Il viaggio dei cacciatori
Original Sin ci mette nei panni di una coppia di Source Hunter, un organizzazione di guerrieri impegnati nella ricerca di ogni forma di una magia malvagia, denominata Source. Tutto inizia quando il duo viene incaricato di risolvere un omicidio accaduto nella città portuale di Cyseal, dove il mago Arhu è convinto che sia in atto una cospirazione e vi sia coinvolta l’energia malevola della magia Source. Molte stranezze stanno accadendo nei dintorni della cittadina, e il mago pensa che sia tutto da ricondurre all’influsso della magia malvagia.

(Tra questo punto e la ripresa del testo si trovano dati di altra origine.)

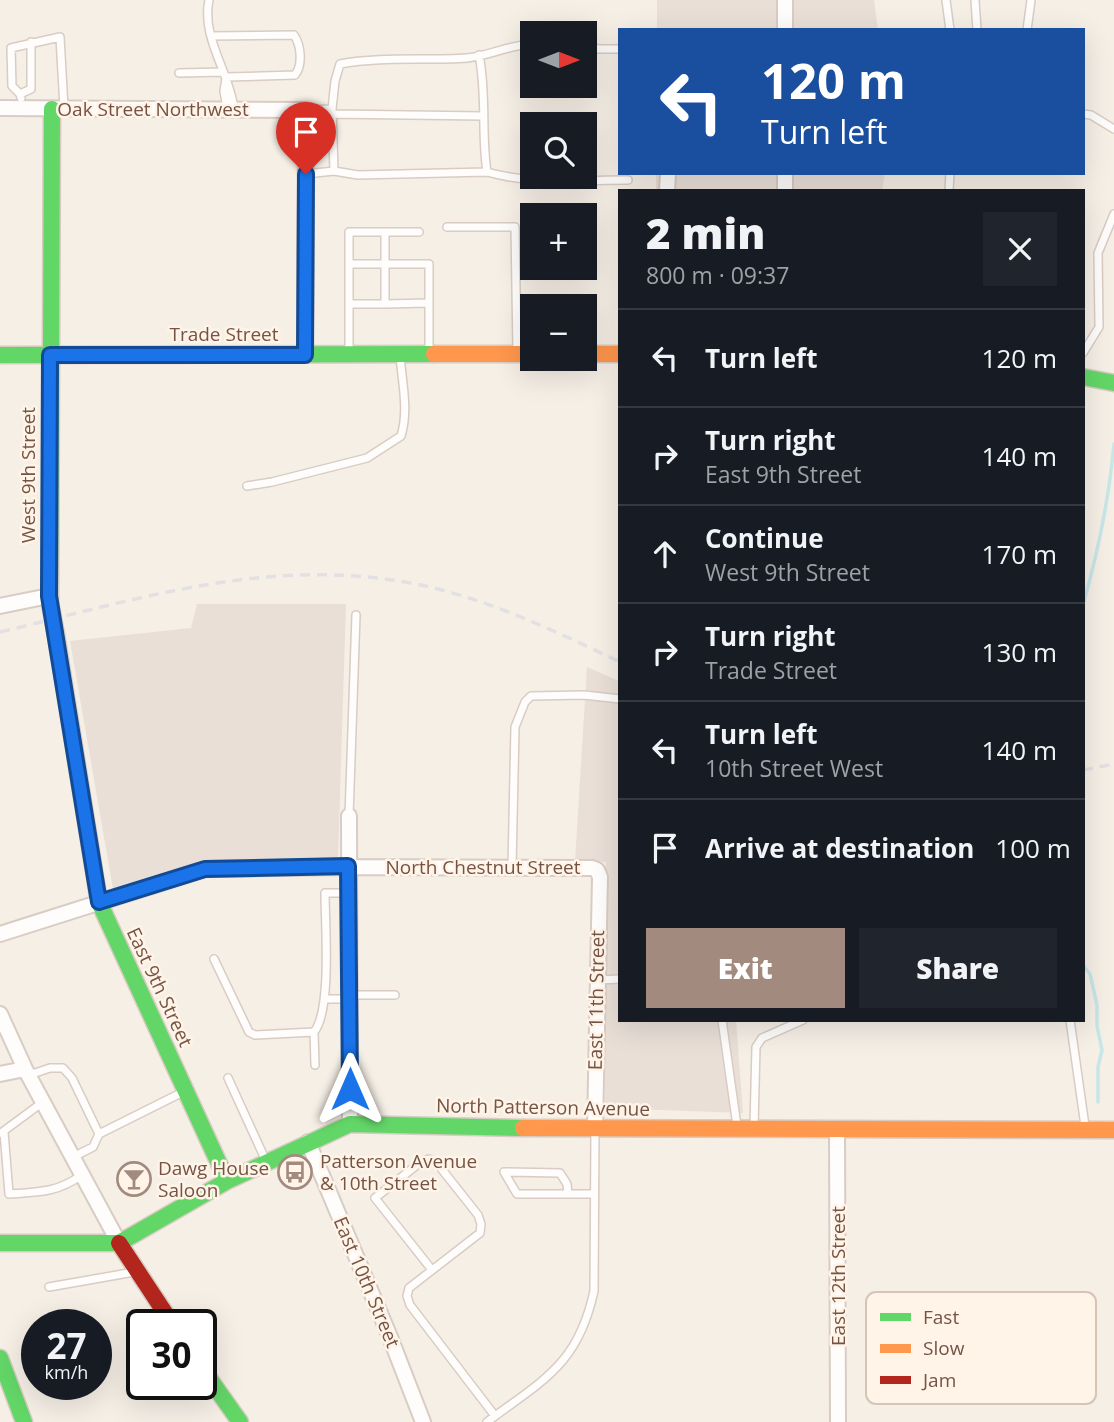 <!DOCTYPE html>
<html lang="en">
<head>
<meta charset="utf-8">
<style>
  body { margin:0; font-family:"Open Sans",sans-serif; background:#20242c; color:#f1f3f6; height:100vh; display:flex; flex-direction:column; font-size:26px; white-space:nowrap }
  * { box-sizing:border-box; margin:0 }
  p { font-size:23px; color:#9ea1a6 }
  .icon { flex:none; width:38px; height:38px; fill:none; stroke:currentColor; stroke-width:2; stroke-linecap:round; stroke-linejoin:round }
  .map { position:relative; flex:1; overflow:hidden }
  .sheet { position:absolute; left:618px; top:189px; width:467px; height:833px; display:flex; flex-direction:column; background:#171b24; border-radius:0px; box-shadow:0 7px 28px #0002 }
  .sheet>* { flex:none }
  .hud { position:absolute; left:618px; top:28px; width:467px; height:147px; border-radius:0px; box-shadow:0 7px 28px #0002; background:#1a4fa0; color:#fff; overflow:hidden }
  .needle { width:46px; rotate:90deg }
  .buttons { position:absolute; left:520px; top:21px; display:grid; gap:14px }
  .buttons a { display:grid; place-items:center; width:77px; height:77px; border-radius:0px; background:#171b24; box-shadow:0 7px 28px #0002; font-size:35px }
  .speed { position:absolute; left:21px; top:1309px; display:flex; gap:14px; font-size:35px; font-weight:700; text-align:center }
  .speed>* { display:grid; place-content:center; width:91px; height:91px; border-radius:50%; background:#171b24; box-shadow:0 7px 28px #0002; line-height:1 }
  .speed small { font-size:18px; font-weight:400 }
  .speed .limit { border:4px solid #111; border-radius:10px; background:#fff; color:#111 }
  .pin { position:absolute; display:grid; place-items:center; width:60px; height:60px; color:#fff; margin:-72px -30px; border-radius:50% 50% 50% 0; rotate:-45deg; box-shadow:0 0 7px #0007 }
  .pin .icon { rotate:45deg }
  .me { position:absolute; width:77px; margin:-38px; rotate:0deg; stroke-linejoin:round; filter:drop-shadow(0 0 5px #0008) }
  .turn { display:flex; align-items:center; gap:24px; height:147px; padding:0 28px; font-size:32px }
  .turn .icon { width:91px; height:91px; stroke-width:2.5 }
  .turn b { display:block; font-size:49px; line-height:60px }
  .round { display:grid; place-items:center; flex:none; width:74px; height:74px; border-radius:0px; background:#20242c }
  .overview { display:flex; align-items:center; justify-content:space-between; height:119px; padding:0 28px }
  h1 { font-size:42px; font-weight:800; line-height:52px }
  .cta { display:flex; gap:14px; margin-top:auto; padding:14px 28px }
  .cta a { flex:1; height:80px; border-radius:0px; background:#a28a7e; color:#fff; font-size:28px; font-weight:800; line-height:80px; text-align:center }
  .cta a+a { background:#20242c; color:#f1f3f6 }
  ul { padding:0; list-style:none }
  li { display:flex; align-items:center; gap:21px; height:98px; padding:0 28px; border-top:2px solid #363941 }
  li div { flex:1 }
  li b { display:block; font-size:26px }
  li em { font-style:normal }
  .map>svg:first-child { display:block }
  .industrial { fill:#e9dfd7 }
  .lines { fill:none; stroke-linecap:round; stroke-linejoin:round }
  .stream { stroke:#c7e6e7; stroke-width:3.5 }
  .lane-casing { stroke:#d8ccc4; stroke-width:10 }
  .street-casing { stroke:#d8ccc4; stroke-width:18 }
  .fast-casing { stroke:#d7cbc2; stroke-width:19 }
  .slow-casing { stroke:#d7cbc2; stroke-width:19 }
  .jam-casing { stroke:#d7cbc2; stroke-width:19 }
  .lane { stroke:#fefdfb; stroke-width:7 }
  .street { stroke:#fefdfb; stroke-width:14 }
  .fast { stroke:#63d668; stroke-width:16 }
  .slow { stroke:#ff974d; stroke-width:16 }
  .jam { stroke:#b3261e; stroke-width:16 }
  .rail { stroke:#e3e0e3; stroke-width:3.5; stroke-dasharray:10 7; stroke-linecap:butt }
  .jam-bridge-casing { stroke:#d7cbc2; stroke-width:19; stroke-linecap:butt }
  .jam-bridge { stroke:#b3261e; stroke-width:16 }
  .route-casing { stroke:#114b97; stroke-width:18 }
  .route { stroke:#1a73e8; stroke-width:12 }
  .labels { text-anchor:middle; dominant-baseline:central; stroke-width:5; stroke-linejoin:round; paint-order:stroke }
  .street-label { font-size:19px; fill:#755446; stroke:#fff4e7 }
  .poi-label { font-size:19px; fill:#755446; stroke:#fff4e7; text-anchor:start }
  .key { fill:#fff4e7; stroke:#d6c4b7; stroke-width:2 }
  .key-label { font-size:19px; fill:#755446 }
</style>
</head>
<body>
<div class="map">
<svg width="1114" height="1422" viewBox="0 0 1114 1422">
  <rect width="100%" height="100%" fill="#f6efe6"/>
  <path class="industrial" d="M657 0H874L878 30H657Z
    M656 173H885L882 191H656Z
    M197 604H346L338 859 202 862 113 889 70 641 191 628Z
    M587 667 619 681 620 1020H736L743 1113 605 1108 606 862 575 861Z"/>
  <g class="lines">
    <path class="stream" d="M1083 605C1098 552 1109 499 1114 444
      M1083 965 1090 974 1097 1005V1026L1102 1050 1098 1067V1102"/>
    <g class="lane-casing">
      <path id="lane" d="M209 0C201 38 230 73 234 109
        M946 0 950 30
        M975 0 977 30
        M1027 30 1031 0
        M211 36 294 35C301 45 303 65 295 75L226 77
        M584 46 599 49H620
        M479 55C487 94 481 133 487 172 533 185 580 180 628 180
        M179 73 223 72
        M226 78 224 91 227 109
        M20 94 12 86 11 48 60 37 64 108
        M21 98 20 94 31 89V42
        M332 109 334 171 358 175 487 172
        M306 110 332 109 335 81 340 64C382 56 425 61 467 58 489 56 509 45 532 44
        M333 114 483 116
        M1083 114 1091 115 1114 129
        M306 174 334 171
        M949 191 950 173
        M447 227H515L517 350
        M385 232V304L429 303
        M349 264V232H419
        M349 304H385
        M349 351V264H429V351
        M1083 353 1099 327 1098 253 1114 214
        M247 486 272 482 367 458 401 436C409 410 402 382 400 356
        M349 816 356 615
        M512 867 515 727 525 702 531 696 584 695 620 699
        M214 959 249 1032 255 1035 314 1032C332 1010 325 924 325 893H348
        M598 980 620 979
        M350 995H395
        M325 999H350
        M722 1020 737 1126
        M1070 1020 1085 1126
        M314 1032 315 1065
        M29 1075 50 1068H63L72 1078 99 1134 93 1147 73 1157
        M228 1078 266 1161
        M754 1126 756 1047 762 1038 803 1020
        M4 1132 9 1194C39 1192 56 1193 82 1175
        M1 1133 43 1102
        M99 1134 183 1092
        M568 1194 567 1184 560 1173 504 1172 517 1194H594
        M432 1270 375 1198 422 1161 429 1159 436 1162 478 1215 481 1224 480 1233 409 1288 407 1296 410 1305 495 1416
        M49 1287 134 1272
        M487 1422C543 1380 578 1365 594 1291L595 1130"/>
    </g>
    <g class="street-casing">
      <path id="street" d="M785 30V0
        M0 108 306 110 305 355
        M667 191 668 173
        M785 191V173
        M0 606 49 596
        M349 816 350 1124
        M0 934 205 869 348 867 592 868 597 870 600 877 595 1129
        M0 1014 25 1069 119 1243
        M0 1074 25 1069
        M837 1130 838 1422
        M308 1142 390 1337 423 1422"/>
    </g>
    <g class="fast-casing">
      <path id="fast" d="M0 355 434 354
        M1083 377 1114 383
        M50 603 52 109
        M56 635 99 902 227 1181
        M0 1243H119L227 1181 350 1124 523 1128
        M0 1358 24 1422
        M201 1367 240 1422"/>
    </g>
    <g class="slow-casing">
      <path id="slow" d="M434 354H532
        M584 354H620
        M523 1128 1114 1130"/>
    </g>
    <g class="jam-casing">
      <path id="jam" d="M119 1243 173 1325"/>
    </g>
    <use href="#lane" class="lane"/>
    <use href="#street" class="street"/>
    <use href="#fast" class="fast"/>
    <use href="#slow" class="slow"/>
    <use href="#jam" class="jam"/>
    <path class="rail" d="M0 632C147 597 285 551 438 589 501 605 561 634 620 662
      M1083 770 1114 764"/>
    <g class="jam-bridge-casing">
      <path id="jam-bridge" d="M50 603 56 635"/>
    </g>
    <use href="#jam-bridge" class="jam-bridge"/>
  </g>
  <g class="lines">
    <g class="route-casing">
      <path id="route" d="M306 174 305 355H50L49 596 99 902 205 869 348 866 350 1089"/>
    </g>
    <use href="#route" class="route"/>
  </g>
  <defs>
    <g id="bus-ring" transform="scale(1.75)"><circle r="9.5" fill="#fff4e7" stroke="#a28a7e" stroke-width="1.5"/><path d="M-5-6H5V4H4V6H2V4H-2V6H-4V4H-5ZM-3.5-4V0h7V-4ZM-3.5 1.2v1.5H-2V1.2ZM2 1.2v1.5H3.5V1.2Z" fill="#a28a7e"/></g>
    <g id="bar-ring" transform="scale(1.75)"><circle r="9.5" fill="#fff4e7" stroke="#a28a7e" stroke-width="1.5"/><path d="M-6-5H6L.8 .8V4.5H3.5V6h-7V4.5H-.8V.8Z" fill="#a28a7e"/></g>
  </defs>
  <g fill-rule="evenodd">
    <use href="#bus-ring" x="295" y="1172"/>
    <use href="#bar-ring" x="134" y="1179"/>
  </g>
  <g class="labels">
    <g class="street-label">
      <text x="153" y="109">Oak Street Northwest</text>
      <text x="224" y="334">Trade Street</text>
      <text transform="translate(28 475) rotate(-90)">West 9th Street</text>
      <text x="483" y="867">North Chestnut Street</text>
      <text transform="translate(160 987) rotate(65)">East 9th Street</text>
      <text transform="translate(596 1000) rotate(-89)">East 11th Street</text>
      <text transform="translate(543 1107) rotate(1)">North Patterson Avenue</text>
      <text transform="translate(838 1276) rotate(-90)">East 12th Street</text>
      <text transform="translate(367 1282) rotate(67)">East 10th Street</text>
    </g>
    <g class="poi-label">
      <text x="320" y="1161">Patterson Avenue<tspan x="320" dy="22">&amp; 10th Street</tspan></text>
      <text x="158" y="1168">Dawg House<tspan x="158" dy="22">Saloon</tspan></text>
    </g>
  </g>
  <rect x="866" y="1292" width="230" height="112" rx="10" class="key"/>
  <rect x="880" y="1313" width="31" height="8" fill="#63d668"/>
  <rect x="880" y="1344" width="31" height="9" fill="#ff974d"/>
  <rect x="880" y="1376" width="31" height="8" fill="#b3261e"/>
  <g class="key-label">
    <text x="923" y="1324">Fast</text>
    <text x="923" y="1355">Slow</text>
    <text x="923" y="1387">Jam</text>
  </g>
</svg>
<div class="buttons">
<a><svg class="needle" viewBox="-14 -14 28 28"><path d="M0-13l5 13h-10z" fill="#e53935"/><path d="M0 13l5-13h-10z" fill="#9ea1a6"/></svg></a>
<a><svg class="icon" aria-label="search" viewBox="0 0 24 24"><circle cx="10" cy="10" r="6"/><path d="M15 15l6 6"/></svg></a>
<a>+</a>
<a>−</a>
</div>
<div class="speed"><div>27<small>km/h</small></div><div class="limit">30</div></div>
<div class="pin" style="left:306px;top:174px;background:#d93025"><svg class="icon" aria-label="arrive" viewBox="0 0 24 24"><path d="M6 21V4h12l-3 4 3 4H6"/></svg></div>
<svg class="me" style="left:350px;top:1089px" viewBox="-20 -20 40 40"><path d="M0-17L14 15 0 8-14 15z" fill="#1a73e8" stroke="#fff" stroke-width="4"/></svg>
<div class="hud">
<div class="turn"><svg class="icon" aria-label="left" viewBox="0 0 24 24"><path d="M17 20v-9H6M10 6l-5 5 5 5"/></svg><div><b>120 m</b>Turn left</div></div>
</div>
<section class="sheet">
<div class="overview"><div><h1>2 min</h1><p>800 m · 09:37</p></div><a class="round"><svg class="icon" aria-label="close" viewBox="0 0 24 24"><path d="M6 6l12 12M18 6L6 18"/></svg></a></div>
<ul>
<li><svg class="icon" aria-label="left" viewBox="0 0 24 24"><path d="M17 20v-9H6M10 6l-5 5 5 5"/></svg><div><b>Turn left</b></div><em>120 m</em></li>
<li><svg class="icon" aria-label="right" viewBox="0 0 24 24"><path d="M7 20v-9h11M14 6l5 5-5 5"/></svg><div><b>Turn right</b><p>East 9th Street</p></div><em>140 m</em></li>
<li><svg class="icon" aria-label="ahead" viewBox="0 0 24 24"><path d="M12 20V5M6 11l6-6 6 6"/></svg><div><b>Continue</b><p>West 9th Street</p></div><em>170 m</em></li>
<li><svg class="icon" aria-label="right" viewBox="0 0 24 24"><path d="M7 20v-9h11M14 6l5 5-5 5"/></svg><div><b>Turn right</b><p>Trade Street</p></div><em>130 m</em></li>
<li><svg class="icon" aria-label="left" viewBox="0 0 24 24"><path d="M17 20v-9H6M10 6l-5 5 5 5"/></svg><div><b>Turn left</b><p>10th Street West</p></div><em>140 m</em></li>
<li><svg class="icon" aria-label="arrive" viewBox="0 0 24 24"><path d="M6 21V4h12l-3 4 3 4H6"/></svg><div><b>Arrive at destination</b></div><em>100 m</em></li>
</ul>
<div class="cta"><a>Exit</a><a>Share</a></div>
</section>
</div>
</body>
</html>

Come da tradizione, i Larian hanno optato per un tipo di ironia decisamente ricercata.
Fin da subito, Original Sin ci sprona a cercare metodi alternativi per risolvere le quest. Un particolare da non sottovalutare è la possibilità di controllare distintamente i diversi membri del party (oltre ai protagonisti, avremo l’opportunità di avere con noi altri due personaggi), così che mentre un personaggio sta parlando con una guardia o un negoziante, un altro membro del gruppo potrà girovagare e curiosare indisturbato grazie alla distrazione del png. La possibilità di controllare i membri asimmetricamente sarà spesso essenziale, non a caso alcuni enigmi nei vari dungeon saranno superabili solo attraverso il gioco di squadra tra i quattro membri del party. Per questo motivo è sempre bene avere un party differenziato, con personaggi specializzati in diversi ambiti: le magie e abilità dei personaggi sono importanti anche e soprattutto all’esterno dei combattimenti.
L’acqua conduce elettricità
È proprio sul combattimento che vorrei soffermarmi. I ragazzi di Larian hanno pensato a un approccio che raramente si vede in questo tipo di giochi, per non dire quasi mai: ogni azione può avere effetti sul campo di battaglia, spesso determinando l’esito finale degli scontri. Ma arriviamoci gradualmente.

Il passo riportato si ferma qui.